On a blind 12hr urban aged 'test' my team gave me, my girl picked one Yurba tea can put of about 70 cans and bottles strewn on the side of the road (disgusting people, but that is another story, lol) having bypassed probably another 50 or so cans and bottles (I hate litter!).. Dogs noses are truly amazing and they keep me humble..


----------



## Slamdunc (Dec 6, 2007)

It never ceases to amaze me what our dogs can do with their noses. I love doing detection work, tracking and article searching. Actually, any nose work. Part of the training we do is to push the the handlers past their comfort zones and let them see the potential in their dogs. I have a patrol school going now and have two experienced handlers with green dogs. We've been doing hard surface scent discrimination tracks. The tracks are about 1/2 mile long so far, down streets and through busy shopping centers, blind to the handlers. One handler has commented several times while following my dog or other dogs on tracks "Wow! I would have called this track with my other dog. We are going to keep going?" His previous dog while a good GSD never had great success tracking on the street. Mostly because the handler lacked faith in his dog. I hope I have been showing him what a dog can do when handled and trained properly. Every day this handler is surprised at what his 13 month old green dog can do tracking. I'm happy to be showing him some new stuff and opening his eyes and expanding his views on tracking.


----------



## Hineni7 (Nov 8, 2014)

Slamdunc said ".... The tracks are about 1/2 mile long so far, down streets and through busy shopping centers, blind to the handlers. One handler has commented several times while following my dog or other dogs on tracks "Wow! I would have called this track with my other dog. We are going to keep going?" His previous dog while a good GSD never had great success tracking on the street. Mostly because the handler lacked faith in his dog. I hope I have been showing him what a dog can do when handled and trained properly. Every day this handler is surprised at what his 13 month old green dog can do tracking. I'm happy to be showing him some new stuff and opening his eyes and expanding his views on tracking."

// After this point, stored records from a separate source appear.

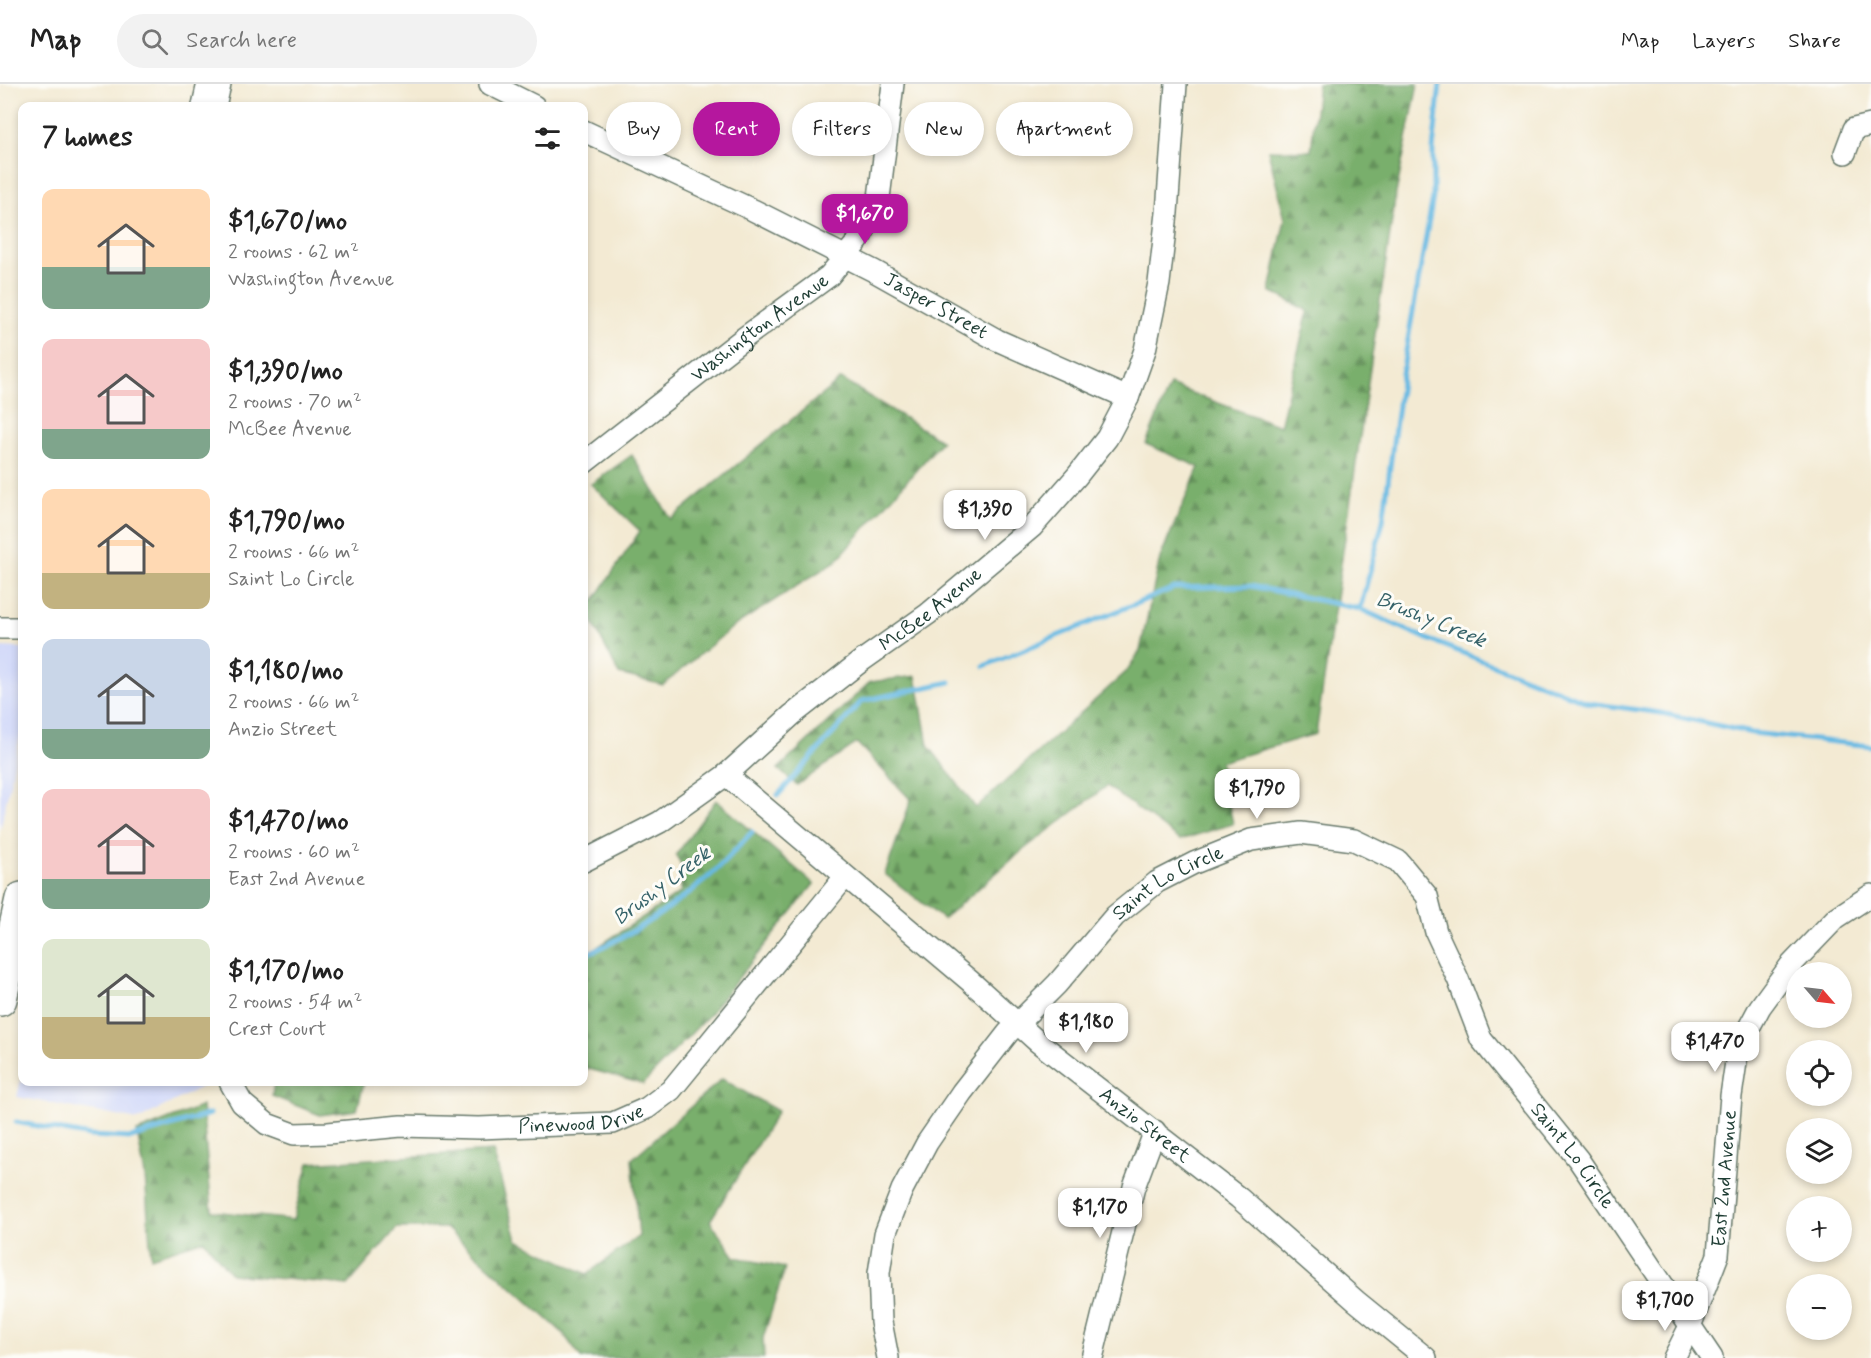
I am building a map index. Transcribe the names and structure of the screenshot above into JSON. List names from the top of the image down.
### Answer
{
  "streets": {
    "street": [
      "Jasper Street",
      "Washington Avenue",
      "McBee Avenue",
      "Saint Lo Circle",
      "Pinewood Drive",
      "Anzio Street",
      "East 2nd Avenue"
    ]
  },
  "crossings": [
    ["Jasper Street", "Washington Avenue"],
    ["Jasper Street", "McBee Avenue"],
    ["McBee Avenue", "Anzio Street"],
    ["Saint Lo Circle", "Anzio Street"],
    ["Saint Lo Circle", "East 2nd Avenue"],
    ["Pinewood Drive", "Anzio Street"]
  ],
  "water": ["Brushy Creek"],
  "north": "bottom right",
  "page": {
    "header": "Map",
    "search": "Search here",
    "nav": ["Map", "Layers", "Share"],
    "chip": [
      "Buy",
      "Rent",
      "Filters",
      "New",
      "Apartment"
    ],
    "heading": "7 homes",
    "list": [
      {
        "name": "$1,670/mo",
        "note": "2 rooms · 62 m² · Washington Avenue"
      },
      {
        "name": "$1,390/mo",
        "note": "2 rooms · 70 m² · McBee Avenue"
      },
      {
        "name": "$1,790/mo",
        "note": "2 rooms · 66 m² · Saint Lo Circle"
      },
      {
        "name": "$1,180/mo",
        "note": "2 rooms · 66 m² · Anzio Street"
      },
      {
        "name": "$1,470/mo",
        "note": "2 rooms · 60 m² · East 2nd Avenue"
      },
      {
        "name": "$1,170/mo",
        "note": "2 rooms · 54 m² · Crest Court"
      }
    ],
    "price": [
      "$1,670",
      "$1,390",
      "$1,790",
      "$1,180",
      "$1,470",
      "$1,170",
      "$1,700"
    ],
    "map_buttons": ["+", "−"]
  }
}
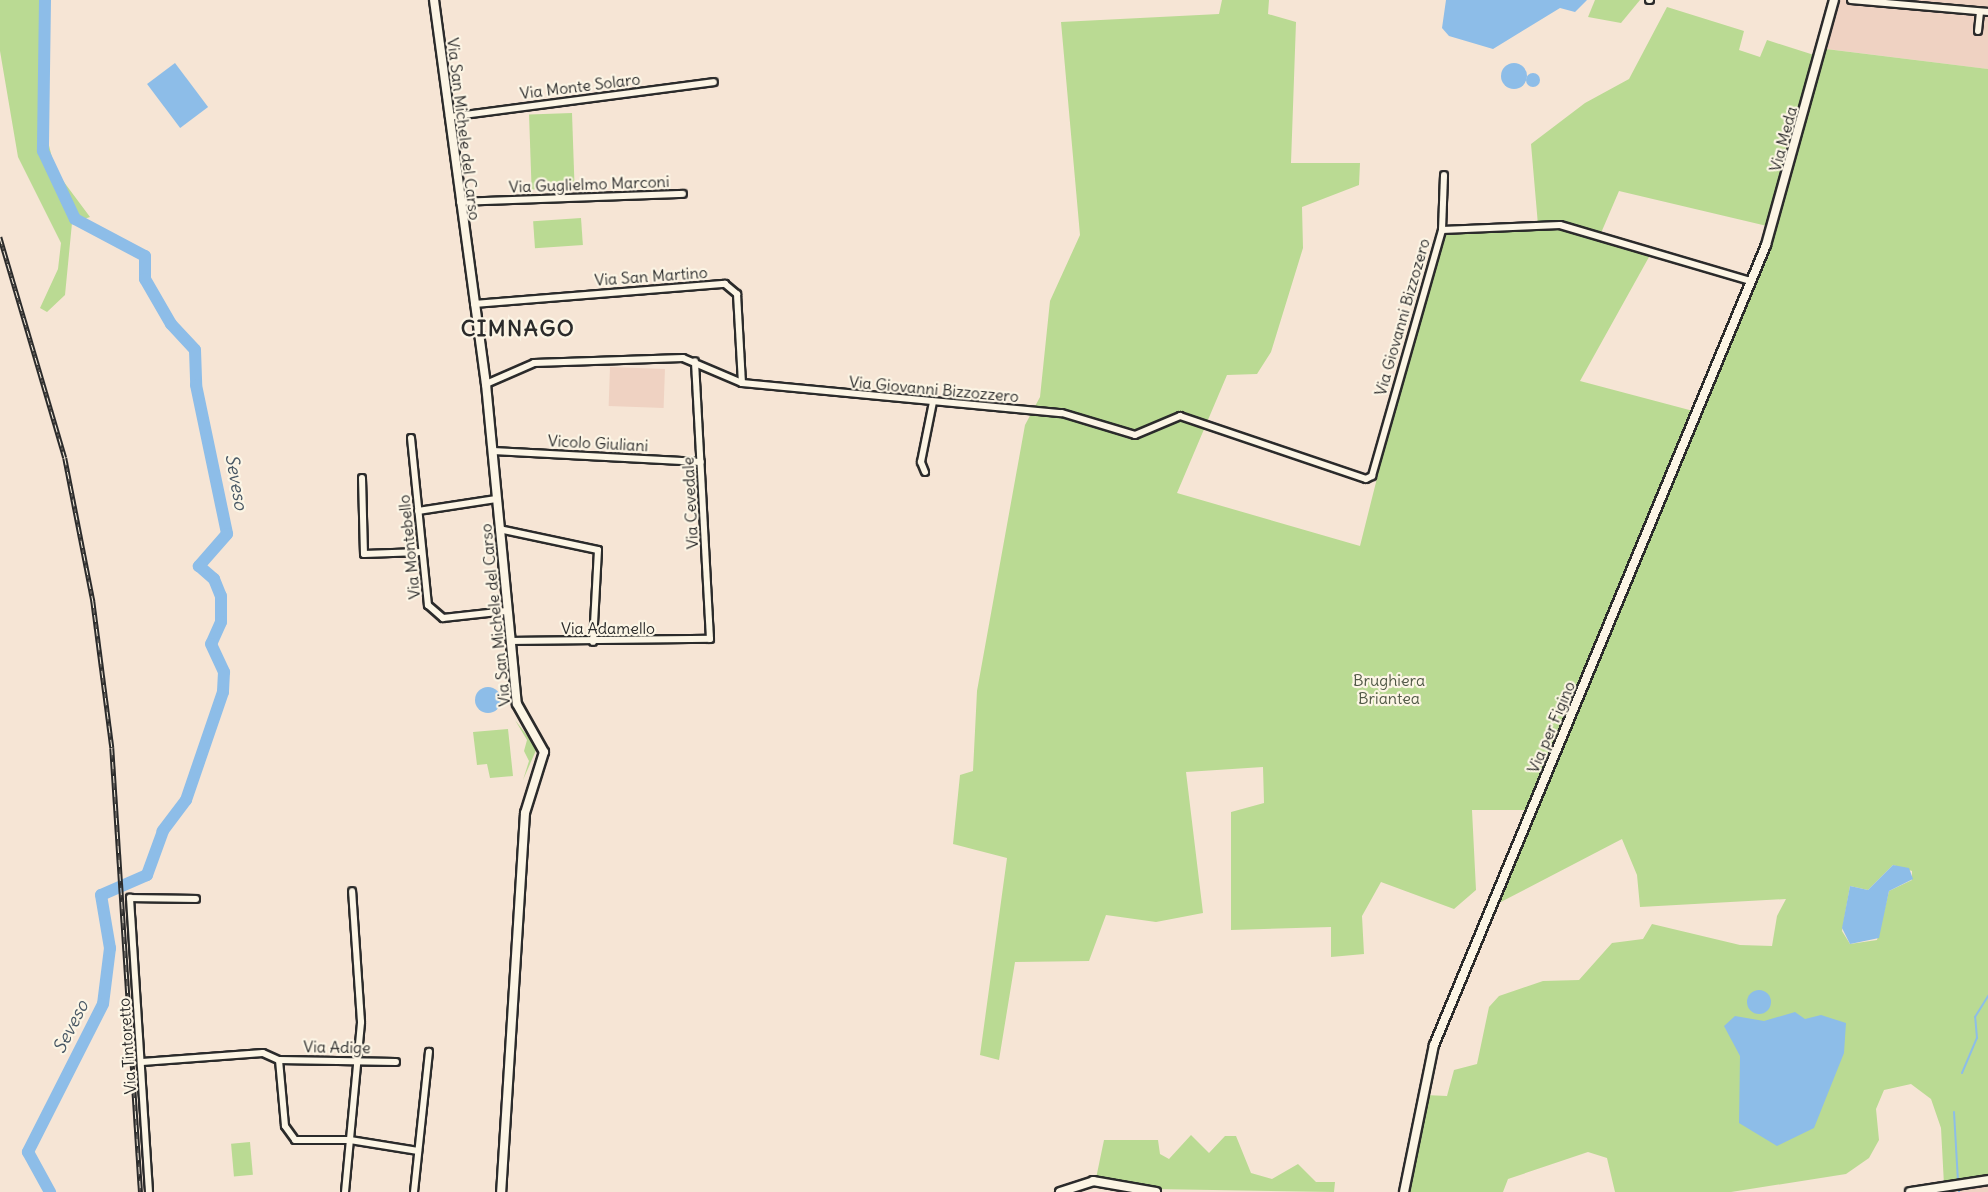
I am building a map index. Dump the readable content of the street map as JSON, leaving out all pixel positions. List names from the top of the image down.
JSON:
{
  "streets": {
    "street": [
      "Via Monte Solaro",
      "Via San Michele del Carso",
      "Via Meda",
      "Via Guglielmo Marconi",
      "Via San Martino",
      "Via Giovanni Bizzozero",
      "Via Giovanni Bizzozzero",
      "Vicolo Giuliani",
      "Via Cevedale",
      "Via Montebello",
      "Via Adamello",
      "Via per Figino",
      "Via Tintoretto",
      "Via Adige"
    ]
  },
  "crossings": [
    ["Via Monte Solaro", "Via San Michele del Carso"],
    ["Via San Michele del Carso", "Via Guglielmo Marconi"],
    ["Via San Michele del Carso", "Via San Martino"],
    ["Via San Michele del Carso", "Via Giovanni Bizzozzero"],
    ["Via San Michele del Carso", "Vicolo Giuliani"],
    ["Via San Michele del Carso", "Via Montebello"],
    ["Via San Michele del Carso", "Via Adamello"],
    ["Via Meda", "Via Giovanni Bizzozero"],
    ["Via Meda", "Via per Figino"],
    ["Via San Martino", "Via Giovanni Bizzozzero"],
    ["Via Giovanni Bizzozero", "Via Giovanni Bizzozzero"],
    ["Via Giovanni Bizzozero", "Via per Figino"],
    ["Via Giovanni Bizzozzero", "Via Cevedale"],
    ["Vicolo Giuliani", "Via Cevedale"],
    ["Via Cevedale", "Via Adamello"],
    ["Via Tintoretto", "Via Adige"]
  ],
  "districts": ["CIMNAGO"],
  "water": ["Seveso"],
  "parks": ["Brughiera Briantea"]
}
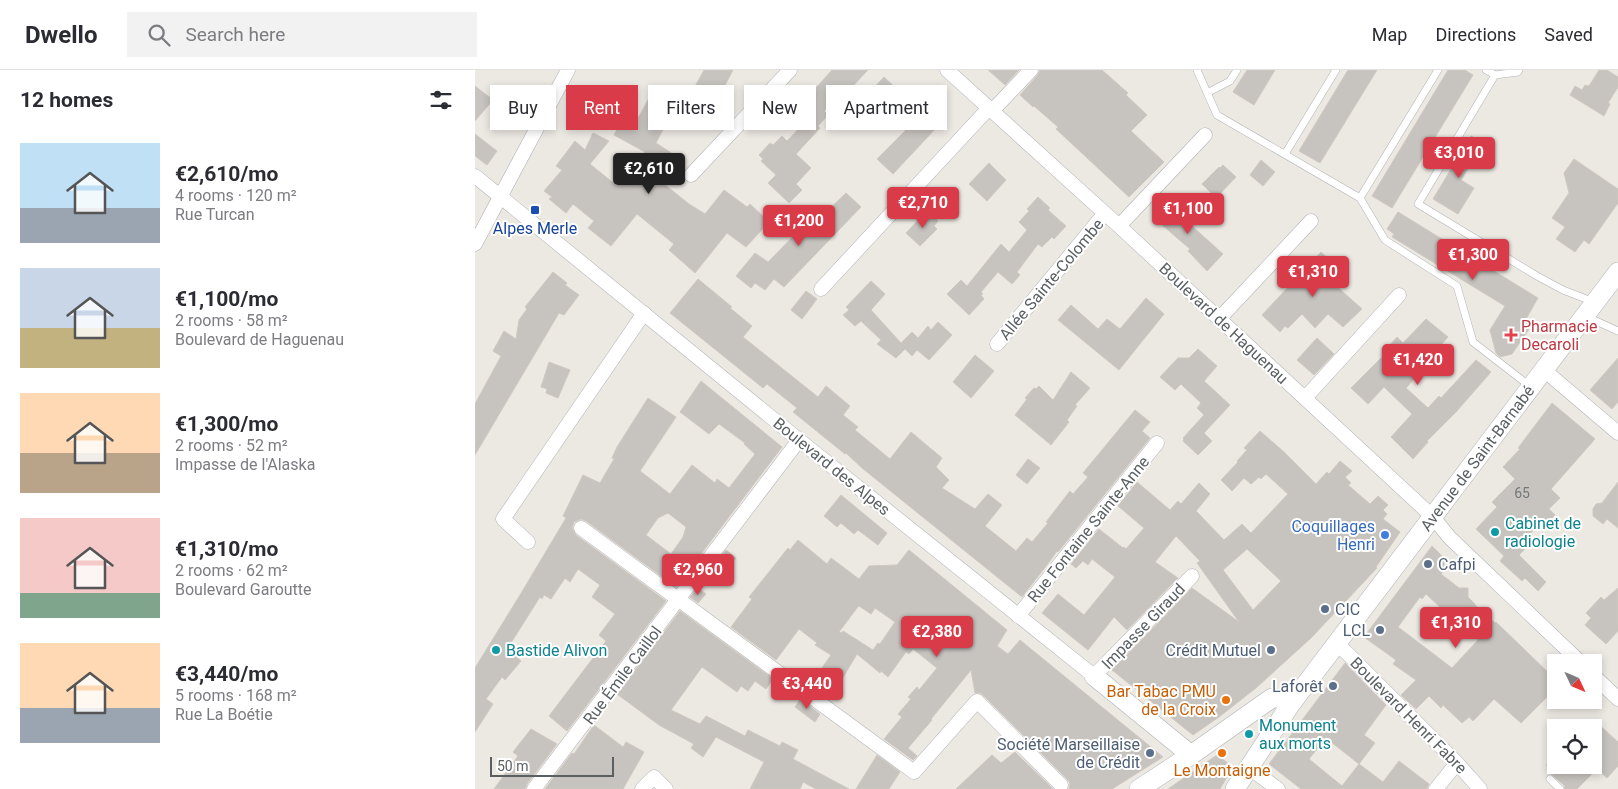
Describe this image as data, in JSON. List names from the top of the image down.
{
  "streets": {
    "main road": ["Avenue de Saint-Barnabé", "Boulevard des Alpes"],
    "street": [
      "Allée Sainte-Colombe",
      "Boulevard de Haguenau",
      "Rue Fontaine Sainte-Anne",
      "Impasse Giraud",
      "Rue Émile Caillol",
      "Boulevard Henri Fabre"
    ]
  },
  "crossings": [
    ["Allée Sainte-Colombe", "Boulevard de Haguenau"],
    ["Boulevard de Haguenau", "Avenue de Saint-Barnabé"],
    ["Avenue de Saint-Barnabé", "Boulevard Henri Fabre"],
    ["Boulevard des Alpes", "Rue Fontaine Sainte-Anne"],
    ["Boulevard des Alpes", "Impasse Giraud"],
    ["Boulevard des Alpes", "Rue Émile Caillol"]
  ],
  "places": {
    "transit": ["Alpes Merle"],
    "health": ["Pharmacie Decaroli"],
    "other": [
      "Cabinet de radiologie",
      "Coquillages Henri",
      "Cafpi",
      "CIC",
      "LCL",
      "Bastide Alivon",
      "Crédit Mutuel",
      "Laforêt",
      "Bar Tabac PMU de la Croix",
      "Monument aux morts",
      "Société Marseillaise de Crédit",
      "Le Montaigne"
    ]
  },
  "house_numbers": ["65"],
  "scale_bar": "50 m",
  "north": "bottom right",
  "page": {
    "header": "Dwello",
    "search": "Search here",
    "nav": ["Map", "Directions", "Saved"],
    "heading": "12 homes",
    "chip": [
      "Buy",
      "Rent",
      "Filters",
      "New",
      "Apartment"
    ],
    "list": [
      {
        "name": "€2,610/mo",
        "note": "4 rooms · 120 m² · Rue Turcan"
      },
      {
        "name": "€1,100/mo",
        "note": "2 rooms · 58 m² · Boulevard de Haguenau"
      },
      {
        "name": "€1,300/mo",
        "note": "2 rooms · 52 m² · Impasse de l'Alaska"
      },
      {
        "name": "€1,310/mo",
        "note": "2 rooms · 62 m² · Boulevard Garoutte"
      },
      {
        "name": "€3,440/mo",
        "note": "5 rooms · 168 m² · Rue La Boétie"
      }
    ],
    "price": [
      "€3,010",
      "€2,610",
      "€2,710",
      "€1,100",
      "€1,200",
      "€1,300",
      "€1,310",
      "€1,420",
      "€2,960",
      "€1,310",
      "€2,380",
      "€3,440"
    ],
    "scale": "50 m"
  }
}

That is such a huge point! Having faith in our dog and their abilities.. Since trailing and HRD have been the two disciplines I've been devoted to, I haven't had to battle the horrible gut wrenching feeling that others coming from air scent (certainly not everyone, but many) to Trailing initially have. Being able to dictate the direction they will travel and grid their dogs, using their eyes to scan and study the area gives them confidence in themselves. Then to suddenly having to fully trust the dog to take direction of travel and continue to the end is very difficult. I would think LE, in some ways initially have the same problem, as they direct the dog for so many other things. Tracking /trailing requires such good observation and reading skills of the dog, as well as knowledgeable faith that the dog is trustworthy and working the given odor. Hearing that on one your handlers is learning to trust his dog by observing how you work yours is cool. Nobody ever wants to be wrong, but trusting the dog that has shown themselves to be trustworthy is worth its weight in gold in the payouts


----------



## lhczth (Apr 5, 2000)

I used to love to pick a dandelion and throw it into a patch of more dandelions for Treue She would hunt for anything. I didn't even really do anything special. Just picked it and threw it. She always found the right one even with so little scent. I too, love scent work.


----------



## Slamdunc (Dec 6, 2007)

Hineni7 said:


> Slamdunc said ".... The tracks are about 1/2 mile long so far, down streets and through busy shopping centers, blind to the handlers. One handler has commented several times while following my dog or other dogs on tracks "Wow! I would have called this track with my other dog. We are going to keep going?" His previous dog while a good GSD never had great success tracking on the street. Mostly because the handler lacked faith in his dog. I hope I have been showing him what a dog can do when handled and trained properly. Every day this handler is surprised at what his 13 month old green dog can do tracking. I'm happy to be showing him some new stuff and opening his eyes and expanding his views on tracking."
> 
> That is such a huge point! Having faith in our dog and their abilities.. Since trailing and HRD have been the two disciplines I've been devoted to, I haven't had to battle the horrible gut wrenching feeling that others coming from air scent (certainly not everyone, but many) to Trailing initially have. Being able to dictate the direction they will travel and grid their dogs, using their eyes to scan and study the area gives them confidence in themselves. Then to suddenly having to fully trust the dog to take direction of travel and continue to the end is very difficult. I would think LE, in some ways initially have the same problem, as they direct the dog for so many other things. Tracking /trailing requires such good observation and reading skills of the dog, as well as knowledgeable faith that the dog is trustworthy and working the given odor. Hearing that on one your handlers is learning to trust his dog by observing how you work yours is cool. Nobody ever wants to be wrong, but trusting the dog that has shown themselves to be trustworthy is worth its weight in gold in the payouts


We call the dog the "compass". If you were boating you would follow the compass as your guide. You have to trust the compass, just like you have to trust the dog. The dog after all has the super senses and the nose. As you stated, reading the dog is essential and imperative to success, that and trusting the dog.


----------